■ Problem description ■
Collect all lines below with the string "stream".
(Beginning of The data)
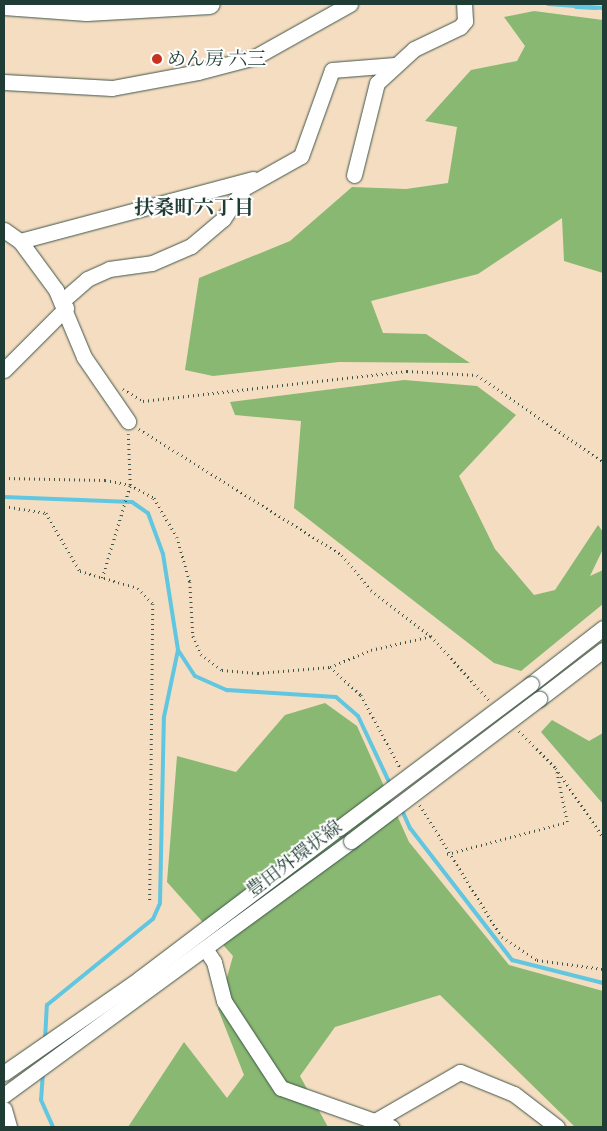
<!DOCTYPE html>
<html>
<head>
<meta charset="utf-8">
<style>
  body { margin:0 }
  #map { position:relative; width:607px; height:1131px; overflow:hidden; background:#f5ddc1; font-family:"Gentium Book Plus","Noto Serif JP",serif }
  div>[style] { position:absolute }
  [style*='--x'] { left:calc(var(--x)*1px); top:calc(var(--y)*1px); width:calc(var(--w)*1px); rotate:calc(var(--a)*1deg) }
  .forest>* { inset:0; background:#89b872 }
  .stream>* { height:4px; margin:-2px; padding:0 2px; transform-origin:2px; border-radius:2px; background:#61c6df }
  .path>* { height:2.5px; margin-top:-1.25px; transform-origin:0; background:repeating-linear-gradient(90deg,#3f5549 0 1px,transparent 0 5px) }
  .roads { filter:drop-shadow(0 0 1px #3f5549) drop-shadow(0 0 1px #3f5549) }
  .minor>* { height:15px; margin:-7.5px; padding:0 7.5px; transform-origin:7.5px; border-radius:7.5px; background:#fff }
  .major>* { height:20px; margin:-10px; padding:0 10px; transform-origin:10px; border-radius:10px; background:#fff }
  .bridges { filter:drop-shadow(0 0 1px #3f5549) drop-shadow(0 0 1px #3f5549) }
  .minor-bridge>* { height:15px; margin:-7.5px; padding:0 7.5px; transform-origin:7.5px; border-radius:7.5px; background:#fff }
  .dots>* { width:14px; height:14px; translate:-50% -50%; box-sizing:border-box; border:2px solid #fff; border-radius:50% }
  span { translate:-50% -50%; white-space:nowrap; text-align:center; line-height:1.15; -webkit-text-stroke:4px #fff; paint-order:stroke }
  .poi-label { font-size:19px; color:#1f3d34 }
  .left { translate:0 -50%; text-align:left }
  .street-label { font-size:19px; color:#1f3d34 }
  .neighbourhood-label { font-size:20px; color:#1f3d34; font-weight:700 }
  .frame { position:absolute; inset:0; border:5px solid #1f3d34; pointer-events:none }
</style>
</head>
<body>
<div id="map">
  <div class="forest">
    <div style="clip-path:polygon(534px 11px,603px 20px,603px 273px,564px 261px,562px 218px,478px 274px,371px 301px,383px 333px,426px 334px,470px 363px,339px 362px,213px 376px,185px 370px,199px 278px,290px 241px,352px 187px,406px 189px,448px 183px,457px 127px,425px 121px,471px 70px,517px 61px,525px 46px,504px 17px)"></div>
    <div style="clip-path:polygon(404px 380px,477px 386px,516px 415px,459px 476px,495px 549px,534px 595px,555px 590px,598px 525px,603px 532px,603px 549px,590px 576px,603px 570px,603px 604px,521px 671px,494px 663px,294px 508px,301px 421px,235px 415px,230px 402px)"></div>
    <div style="clip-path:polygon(325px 703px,357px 726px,409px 842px,509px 965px,603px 991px,603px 1127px,575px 1127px,440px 995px,335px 1027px,300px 1076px,328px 1127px,128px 1127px,184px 1042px,227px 1098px,244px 1075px,218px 1009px,233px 956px,167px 882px,177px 756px,236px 772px,285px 715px)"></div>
    <div style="clip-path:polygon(552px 720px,589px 741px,603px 733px,603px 804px,541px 732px)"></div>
  </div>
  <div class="stream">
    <div style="--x:548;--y:4;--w:55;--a:4.2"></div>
    <div style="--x:576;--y:7;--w:20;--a:3"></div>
    <div style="--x:4;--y:497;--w:128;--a:2.2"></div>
    <div style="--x:132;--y:502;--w:19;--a:35"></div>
    <div style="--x:148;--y:513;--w:44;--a:69.9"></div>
    <div style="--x:163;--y:554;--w:97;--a:81.1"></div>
    <div style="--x:178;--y:650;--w:31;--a:57"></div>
    <div style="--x:195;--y:676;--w:35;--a:24"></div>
    <div style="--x:227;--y:690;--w:109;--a:3.7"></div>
    <div style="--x:336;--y:697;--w:29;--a:41"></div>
    <div style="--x:358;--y:716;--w:77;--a:64.8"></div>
    <div style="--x:401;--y:808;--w:22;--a:66"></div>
    <div style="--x:410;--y:828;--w:167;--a:52.3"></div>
    <div style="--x:512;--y:960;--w:94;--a:14.2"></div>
    <div style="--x:45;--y:1040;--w:35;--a:-87"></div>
    <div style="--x:47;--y:1005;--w:136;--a:-39.1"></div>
    <div style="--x:153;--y:919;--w:17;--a:-66"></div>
    <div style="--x:160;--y:903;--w:186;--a:-88.8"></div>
    <div style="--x:164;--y:717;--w:68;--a:-78.2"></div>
    <div style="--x:43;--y:1072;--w:28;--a:94"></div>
    <div style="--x:41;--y:1100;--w:30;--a:66"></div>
  </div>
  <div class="path">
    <div style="--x:123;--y:389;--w:23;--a:31"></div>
    <div style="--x:143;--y:401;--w:266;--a:-6.5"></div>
    <div style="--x:407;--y:371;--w:70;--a:3.3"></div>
    <div style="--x:477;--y:375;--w:153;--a:34.6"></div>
    <div style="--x:139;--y:429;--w:239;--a:31.8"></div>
    <div style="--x:342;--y:555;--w:45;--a:50.4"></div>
    <div style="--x:371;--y:590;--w:76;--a:37.5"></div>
    <div style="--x:431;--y:636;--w:86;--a:47.8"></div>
    <div style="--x:4;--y:478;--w:101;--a:1.1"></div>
    <div style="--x:105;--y:480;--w:25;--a:11"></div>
    <div style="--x:130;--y:485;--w:27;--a:28"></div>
    <div style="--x:154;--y:498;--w:45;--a:59.5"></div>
    <div style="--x:177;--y:537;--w:47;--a:73.9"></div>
    <div style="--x:190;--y:582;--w:54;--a:86.8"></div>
    <div style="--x:193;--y:636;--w:20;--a:66"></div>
    <div style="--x:201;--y:654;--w:26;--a:37"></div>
    <div style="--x:222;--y:670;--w:36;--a:5"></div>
    <div style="--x:258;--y:673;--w:72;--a:-4.8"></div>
    <div style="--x:330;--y:667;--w:44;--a:-22.5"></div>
    <div style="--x:371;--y:650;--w:62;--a:-13.1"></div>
    <div style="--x:4;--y:506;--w:43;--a:9.5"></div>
    <div style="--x:46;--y:513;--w:67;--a:59.6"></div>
    <div style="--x:80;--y:571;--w:60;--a:16.3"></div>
    <div style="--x:138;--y:588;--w:22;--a:47"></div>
    <div style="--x:153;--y:604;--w:299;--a:90.6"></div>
    <div style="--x:102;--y:578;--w:97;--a:-73.2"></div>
    <div style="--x:130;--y:485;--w:51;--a:-92.2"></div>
    <div style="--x:330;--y:667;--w:42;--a:42.1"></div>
    <div style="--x:361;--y:695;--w:82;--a:61.6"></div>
    <div style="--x:519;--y:731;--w:52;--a:45"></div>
    <div style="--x:556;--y:768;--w:83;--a:55.7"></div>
    <div style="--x:420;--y:805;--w:155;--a:58.2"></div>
    <div style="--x:502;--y:937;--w:42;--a:33.3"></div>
    <div style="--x:537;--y:960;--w:67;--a:7.8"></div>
    <div style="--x:447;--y:854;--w:124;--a:-14.9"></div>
    <div style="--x:567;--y:822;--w:54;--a:-101.7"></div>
  </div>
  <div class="roads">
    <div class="minor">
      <div style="--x:4;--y:82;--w:108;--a:3.2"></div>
      <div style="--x:112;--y:88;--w:87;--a:-10.5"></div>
      <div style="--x:198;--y:72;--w:59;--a:-14.7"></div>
      <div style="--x:255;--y:57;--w:109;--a:-29.2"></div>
      <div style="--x:354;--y:175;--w:95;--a:-76"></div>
      <div style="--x:377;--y:83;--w:50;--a:-42.6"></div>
      <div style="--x:414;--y:49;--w:51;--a:-25.6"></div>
      <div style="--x:460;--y:27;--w:8;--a:-50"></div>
      <div style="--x:465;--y:21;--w:17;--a:-93"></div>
      <div style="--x:4;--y:230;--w:19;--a:35"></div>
      <div style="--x:20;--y:241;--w:61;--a:53.7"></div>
      <div style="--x:56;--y:290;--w:73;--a:67.3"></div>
      <div style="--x:84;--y:357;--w:78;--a:55.5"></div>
      <div style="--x:20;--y:241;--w:241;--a:-14.9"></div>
      <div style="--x:62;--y:301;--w:33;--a:-41"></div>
      <div style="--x:87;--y:279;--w:24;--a:-24"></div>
      <div style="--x:109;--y:269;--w:43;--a:-7.9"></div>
      <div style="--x:152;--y:263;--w:43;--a:-23.6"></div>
      <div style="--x:191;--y:246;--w:42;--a:-40.2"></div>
      <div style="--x:223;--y:219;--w:37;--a:-56"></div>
      <div style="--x:244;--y:188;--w:65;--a:-29.3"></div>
      <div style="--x:301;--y:156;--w:91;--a:-70.2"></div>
      <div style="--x:332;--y:70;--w:63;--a:-4.5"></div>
      <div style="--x:4;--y:370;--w:88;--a:-45"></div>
      <div style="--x:531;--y:684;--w:91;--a:-37.9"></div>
      <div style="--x:539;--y:699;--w:81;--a:-37.4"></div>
      <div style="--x:206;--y:950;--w:14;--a:56"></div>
      <div style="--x:214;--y:962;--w:40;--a:75.6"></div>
      <div style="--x:224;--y:1001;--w:104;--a:56.8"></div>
      <div style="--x:281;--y:1088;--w:117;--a:19.5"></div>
      <div style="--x:4;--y:1073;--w:165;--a:-34.8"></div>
      <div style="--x:139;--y:979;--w:251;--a:-37.1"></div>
      <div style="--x:4;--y:1095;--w:430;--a:-36.2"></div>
      <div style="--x:4;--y:1109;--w:19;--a:74"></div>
      <div style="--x:375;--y:1121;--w:98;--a:-30"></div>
      <div style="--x:460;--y:1072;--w:58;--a:22.2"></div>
      <div style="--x:514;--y:1094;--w:54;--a:37.5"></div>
    </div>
    <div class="major">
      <div style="--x:4;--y:5;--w:83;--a:4.1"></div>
      <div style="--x:87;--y:11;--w:123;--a:-3.3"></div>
    </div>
  </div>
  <div class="bridges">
    <div class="minor-bridge">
      <div style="--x:339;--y:828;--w:240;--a:-36.9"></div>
      <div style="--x:351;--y:841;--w:236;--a:-37.1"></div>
    </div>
  </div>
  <div class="dots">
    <div style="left:157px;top:59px;background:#c8321e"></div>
  </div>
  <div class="poi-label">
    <span class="left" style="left:167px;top:59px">めん房 六三</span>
  </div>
  <div class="street-label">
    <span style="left:294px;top:859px;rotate:-37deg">豊田外環状線</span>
  </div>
  <div class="neighbourhood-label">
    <span style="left:194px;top:206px">扶桑町六丁目</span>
  </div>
  <div class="frame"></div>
</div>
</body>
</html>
(End of The data)
■ Result below ■
  .stream>* { height:4px; margin:-2px; padding:0 2px; transform-origin:2px; border-radius:2px; background:#61c6df }
  <div class="stream">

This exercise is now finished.